Today, even a lot of the movie's haters have started to come around to it's charms. And audiences who've dared to give it a chance have come to see it as nothing like the cinematic atrocity its been regarded as for about 30 years. As May famously once joked: “If half the people who had made cracks about Ishtar had seen it. I would be a rich woman today.”

Not unlike Heaven's Gate, the sprawling 1980 western, which was also infamous for its cost overruns caused in part by its perfectionist director -- Ishtar is an imperfect but still fascinating movie -- that has a lot going for it that shouldn't be dismissed just because the behind-the-scenes story was a mess.

The biggest problem with Ishtar is also in a way it's biggest asset -- it's just a light comedy. In scope and content, it feels even less ambitious than Chevy Chase and Dan Aykroyd's most popular homage to Bob Hope/Bing Crosby 'road' comedies from two years earlier, Spies Like Us. There is nothing too big at stake here, just two aging dummies in over their heads. You don't see where the money went on screen, it should never have been a 'big' movie, and if you go into it expecting something blockbuster-y, you will be disappointed.

This is a film that has the same, low key hilarious rhythm of a lot of Christopher Guest films. The uproarious opening section features Beatty and Hoffman as a clueless, tone deaf duo of would be songwriters -- trying to sell their act and awful songs to no avail.

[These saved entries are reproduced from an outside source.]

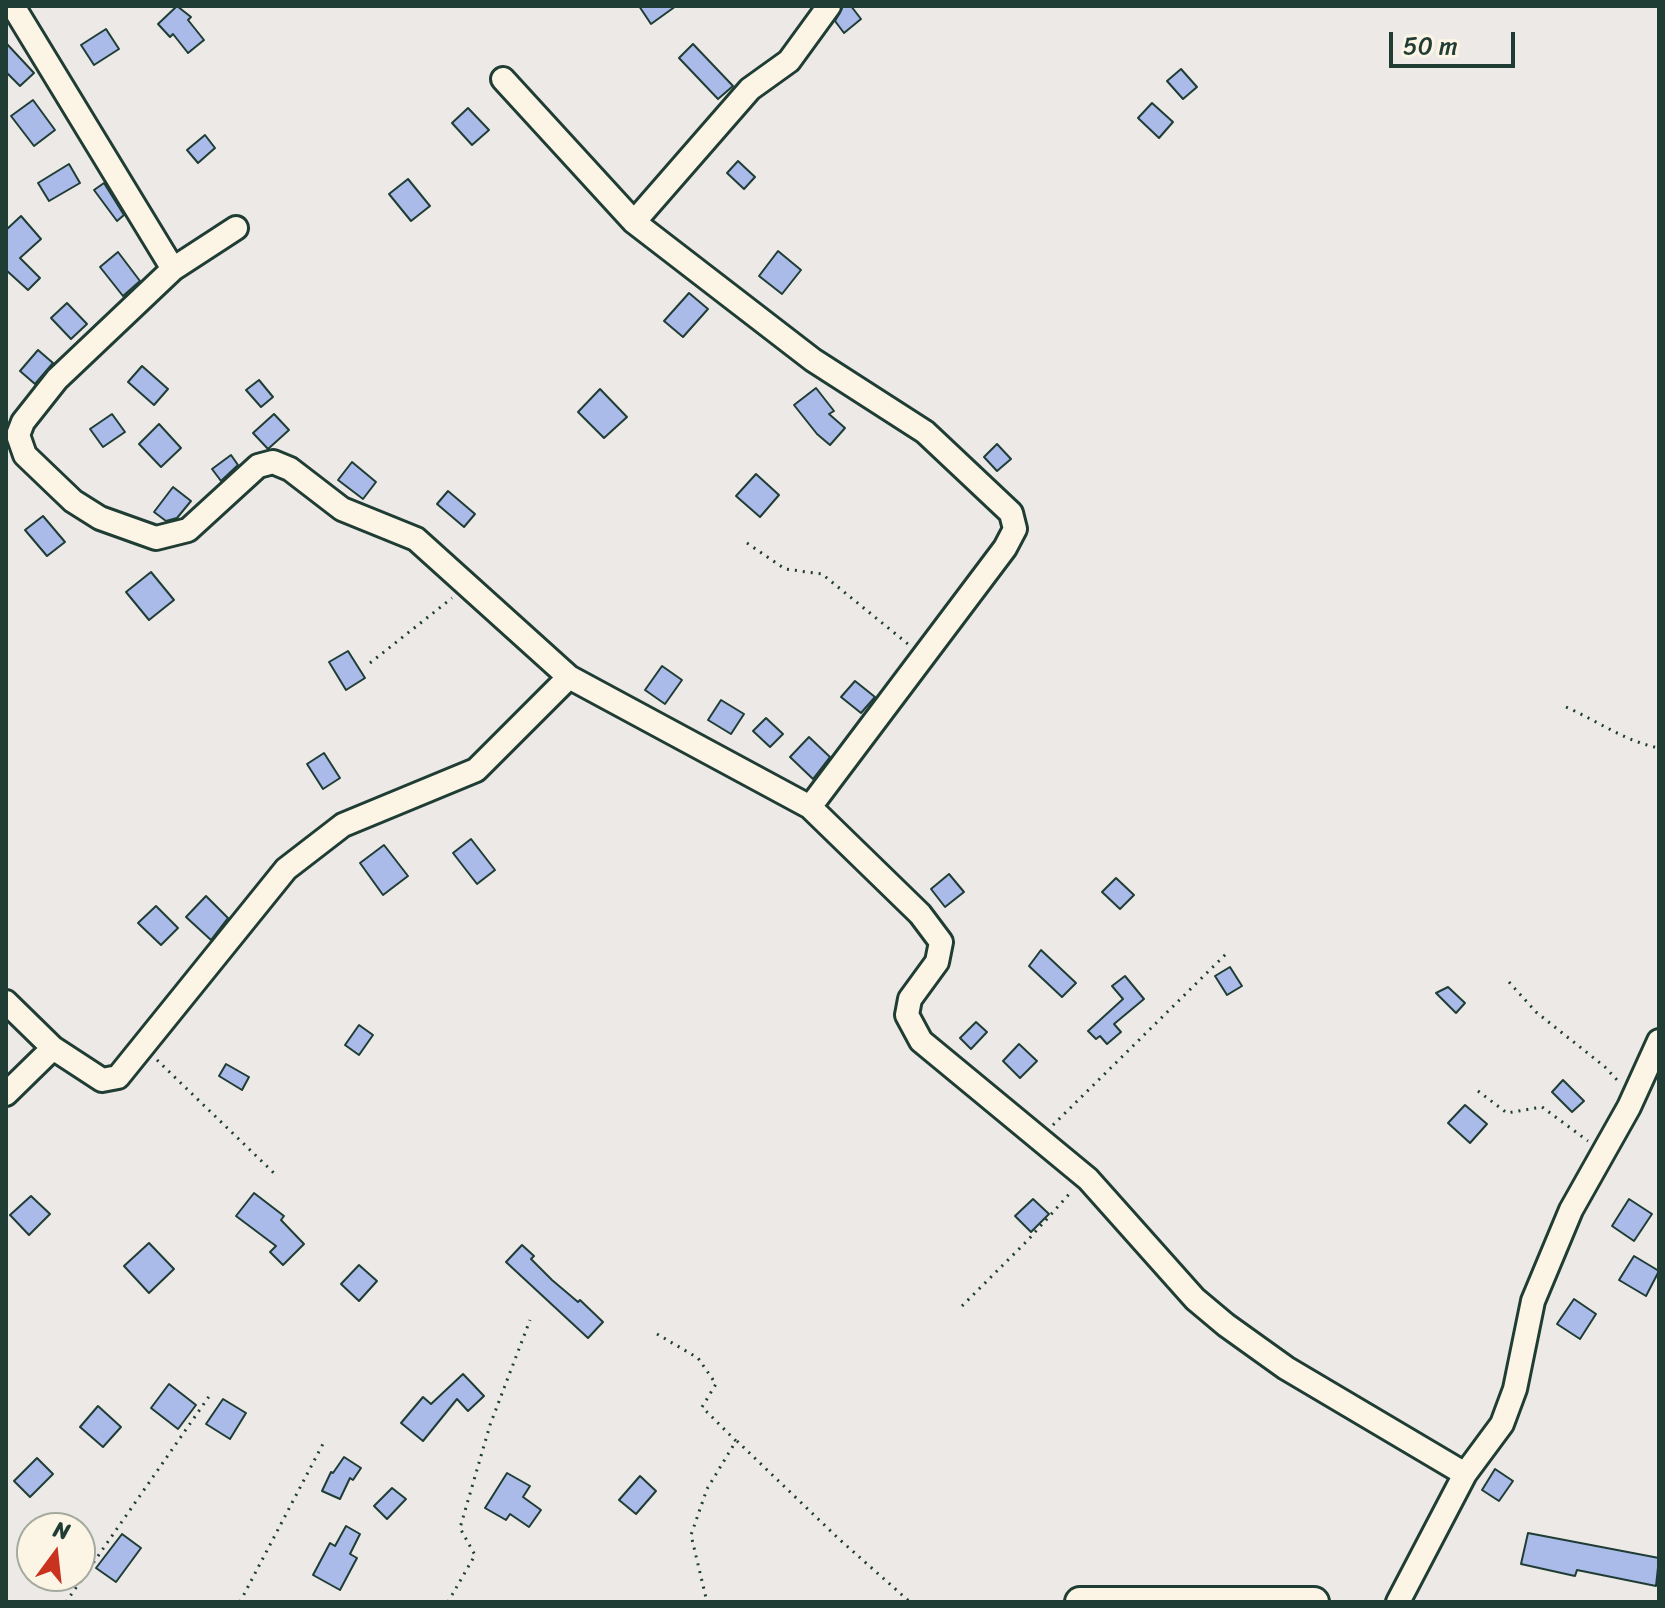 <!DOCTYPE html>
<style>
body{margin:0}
#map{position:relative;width:1665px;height:1608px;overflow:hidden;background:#ece9e6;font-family:Sriracha,sans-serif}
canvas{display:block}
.frame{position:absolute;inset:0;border:8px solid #1f3d34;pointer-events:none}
.north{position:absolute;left:16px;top:1512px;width:80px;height:80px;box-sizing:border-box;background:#fcf5e5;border:2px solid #a4ab9e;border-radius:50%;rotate:15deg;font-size:22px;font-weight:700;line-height:32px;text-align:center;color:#1f3d34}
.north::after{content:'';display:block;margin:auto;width:28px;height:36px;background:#c8321e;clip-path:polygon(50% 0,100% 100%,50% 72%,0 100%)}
.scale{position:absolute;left:1389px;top:32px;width:126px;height:36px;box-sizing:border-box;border:4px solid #1f3d34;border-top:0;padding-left:10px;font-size:24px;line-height:28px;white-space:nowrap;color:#1f3d34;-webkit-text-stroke:6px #fcf5e5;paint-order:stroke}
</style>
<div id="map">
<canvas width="1665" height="1608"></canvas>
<div class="frame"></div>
<div class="north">N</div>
<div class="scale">50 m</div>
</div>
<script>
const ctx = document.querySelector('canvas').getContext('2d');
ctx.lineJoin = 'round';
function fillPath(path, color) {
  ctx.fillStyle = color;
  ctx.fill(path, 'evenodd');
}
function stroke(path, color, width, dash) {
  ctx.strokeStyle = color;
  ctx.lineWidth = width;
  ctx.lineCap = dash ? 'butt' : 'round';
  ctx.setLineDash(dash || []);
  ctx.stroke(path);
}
const building = new Path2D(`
 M177 6 191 17 188 20 204 40 188 53 173 34 170 37 158 24Z
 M639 6H676L651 24Z
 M843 6H851L861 19 844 33 835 21Z
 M106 29 119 49 94 65 81 45Z
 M6 43 34 73 20 86 6 72Z
 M693 44 733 86 718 99 679 58Z
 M1181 69 1197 87 1183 99 1167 81Z
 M33 100 55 130 34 146 11 116Z
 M1152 103 1173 122 1159 138 1138 118Z
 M468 108 489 130 472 145 452 123Z
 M205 135 215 148 198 163 187 150Z
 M738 161 755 177 744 189 727 173Z
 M69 164 80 183 49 201 38 183Z
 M408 179 430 206 411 221 389 194Z
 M104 183 124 215 117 221 94 190Z
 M21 216 41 239 20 258 40 278 28 290 6 270V230Z
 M778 251 801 270 782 294 759 276Z
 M118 252 140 281 123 296 100 267Z
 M689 293 708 309 683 337 664 321Z
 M67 303 87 324 71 339 51 318Z
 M38 350 53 363 35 384 20 371Z
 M142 366 168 389 154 405 128 382Z
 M259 380 273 397 261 407 246 390Z
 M816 388 834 411 829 414 845 428 830 445 817 434 794 405Z
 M600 389 627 417 604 438 578 412Z
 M112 414 125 432 103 447 90 429Z
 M274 414 289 430 268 449 253 433Z
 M159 424 181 448 161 467 139 444Z
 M997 444 1011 459 997 471 984 457Z
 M231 455 238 465 221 481 212 469Z
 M352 462 376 482 363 499 338 480Z
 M756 474 779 495 760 517 736 496Z
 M173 487 191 501 177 518 166 521 154 512Z
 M448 491 475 514 464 527 437 504Z
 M43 516 65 542 47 556 25 530Z
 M151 572 174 600 149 620 126 592Z
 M348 651 365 678 346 690 329 662Z
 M662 666 682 680 665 704 645 690Z
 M855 681 875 697 861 713 841 697Z
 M721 700 744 714 731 734 708 720Z
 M766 718 783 734 770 747 753 731Z
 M809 737 830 757 813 779 790 757Z
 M324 753 340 778 323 789 307 764Z
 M471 839 495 870 477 884 453 853Z
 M384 845 408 876 383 895 360 863Z
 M949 874 964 892 945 907 931 889Z
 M1116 878 1134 895 1120 909 1102 892Z
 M206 896 228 918 211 940 186 917Z
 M156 906 178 928 161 945 138 923Z
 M1041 950 1076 983 1062 997 1029 966Z
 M1230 967 1242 986 1227 995 1215 976Z
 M1125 976 1144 999 1114 1024 1121 1032 1107 1044 1100 1036 1096 1039 1088 1031 1123 999 1112 986Z
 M1448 987 1465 1003 1456 1013 1436 993Z
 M976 1022 987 1032 971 1049 960 1038Z
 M359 1025 373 1035 359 1055 345 1045Z
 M1019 1044 1037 1061 1020 1078 1003 1061Z
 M226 1064 249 1077 242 1090 219 1076Z
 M1563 1080 1584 1101 1572 1112 1552 1092Z
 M1465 1105 1487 1124 1470 1143 1448 1123Z
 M254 1193 284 1216 281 1220 304 1244 283 1265 270 1252 276 1246 236 1216Z
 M31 1196 50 1214 29 1235 10 1215Z
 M1033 1199 1049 1214 1031 1232 1015 1216Z
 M1629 1199 1652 1214 1634 1241 1612 1226Z
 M149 1243 174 1269 149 1293 124 1266Z
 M522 1245 534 1256 531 1259 552 1280 578 1302 580 1300 603 1322 588 1338 506 1262Z
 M1634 1256 1659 1271 1646 1296 1619 1280Z
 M359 1265 377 1281 359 1301 341 1284Z
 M1574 1299 1596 1314 1580 1339 1557 1324Z
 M463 1374 484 1396 468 1411 457 1399 423 1441 401 1423 423 1397 431 1404Z
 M169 1384 196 1405 178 1429 151 1408Z
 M223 1399 246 1413 230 1439 206 1424Z
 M98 1406 121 1427 103 1447 80 1427Z
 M344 1457 361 1468 353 1480 350 1478 340 1499 322 1491 331 1472 333 1473Z
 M37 1458 53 1474 30 1497 14 1481Z
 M1495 1469 1513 1481 1499 1501 1482 1490Z
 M507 1473 530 1486 523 1497 541 1510 529 1527 510 1514 506 1520 485 1508Z
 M640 1476 656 1491 636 1514 619 1500Z
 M392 1488 406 1499 387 1519 374 1506Z
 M346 1526 360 1534 350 1554 357 1558 340 1590 313 1575 330 1543 335 1546Z
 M1528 1533 1659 1558 1656 1586 1577 1570 1575 1576 1521 1564Z
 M122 1534 141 1548 116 1582 96 1568Z`);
fillPath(building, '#aabae9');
stroke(building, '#1f3d34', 2);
const minor = new Path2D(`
 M13 6 173 269
 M503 79 634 222 813 360 925 432 1011 513 1015 529 1005 548 810 807
 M634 222 750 89 789 61 829 6
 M236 228 173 269 57 379 23 422 18 435 25 455 73 501 100 518 156 538 188 530 258 466 273 462 290 469 342 509 416 539 569 677 810 807 920 914 941 942 937 962 910 999 907 1015 921 1041 1088 1179 1195 1299 1226 1325 1286 1368 1465 1474
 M6 1002 53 1048 102 1080 118 1077 286 869 343 825 476 770 569 677
 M6 1094 53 1048
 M1398 1602 1465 1474 1502 1424 1515 1389 1533 1301 1571 1210 1629 1107 1659 1041`);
const major = new Path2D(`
 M1080 1602H1314`);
stroke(minor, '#1f3d34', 28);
stroke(major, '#1f3d34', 34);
stroke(new Path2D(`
 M747 543 785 569 822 574 908 644
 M370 663 452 598
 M1566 707C1598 721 1624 741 1659 748
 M1509 982 1536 1012 1605 1067 1619 1082
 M157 1060 277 1176
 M1478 1091 1507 1113 1542 1107 1588 1141
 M1053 1125 1228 952
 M962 1306 1027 1241 1072 1191
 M657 1334 698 1358 716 1384 702 1407 736 1441 707 1489 691 1535 707 1602
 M737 1441 839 1539 910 1602
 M66 1602 210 1395
 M240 1602 325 1440
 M448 1602 475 1555 460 1528 490 1425 530 1320`), '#1f3d34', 3, [2, 6]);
stroke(minor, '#fcf5e5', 22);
stroke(major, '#fcf5e5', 28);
</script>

Through a set of convoluted circumstances they get embroiled in a CIA plot involving a country in the Middle East, arms traders, and a beautiful rebel who one of them absurdly mistakes for being a man, played by the luminous as always Isabella Adjani.

The movie was meant to be a gift from its stars to its eccentric director, who famously punched up scripts for both of their hit prior films, and who had a reputation for making interesting films that also could become mired in studio drama and prolonged delays.

There is literally no excusing the movies' costs. A movie this short of story and pyrotechnics needn't require that kind of money. Also, if the background stories are to be believed, it appears that May (and the cast's) over-the-top ego and/or obsessive attention to detail (depending on your point of view) clearly turned what should have been a light diversion of a movie into a bit of a nightmarish mess.

It also didn't have to be shot on location in north Africa, which certainly put more demands on the film financially and creatively.

Not all the humor in the movie holds up -- it's pretty culturally insensitive -- but then a lot of it does. Beatty and Hoffman are really funny together, so much so that even the sillier running gags (like Hoffman being the irresistible hunk and Beatty being a bumbler with women) work because the two stars are just so damn charming.

The movie also has some sly, subtle things to say about the vapid but sometimes sincere pursuit of fame, celebrity and heroism, not mention the frail male ego, something May has proven very adept at capturing in the past in her terrific 1972 film The Heartbreak Kid and it's great but little seen follow-up 1976's Mikey and Nicky.

I can easily see how watching two middle aged buffoons stumble their way through bad relationships, bad songs, and silly jokes about a blind camel might have rubbed a lot of critics and audiences the wrong way back in 1987, and maybe in 2018 too.

But for me, if you look past the production woes and costs, and just enjoy the movie for the trifle that it is, I had a lot of fun with it. Now, that it's come and gone from theaters, the stakes are also no longer there, and you can enjoy it purely for its whimsical nature and endearing earnestness.

I think, despite its bad reputation, it might just put a smile on your face.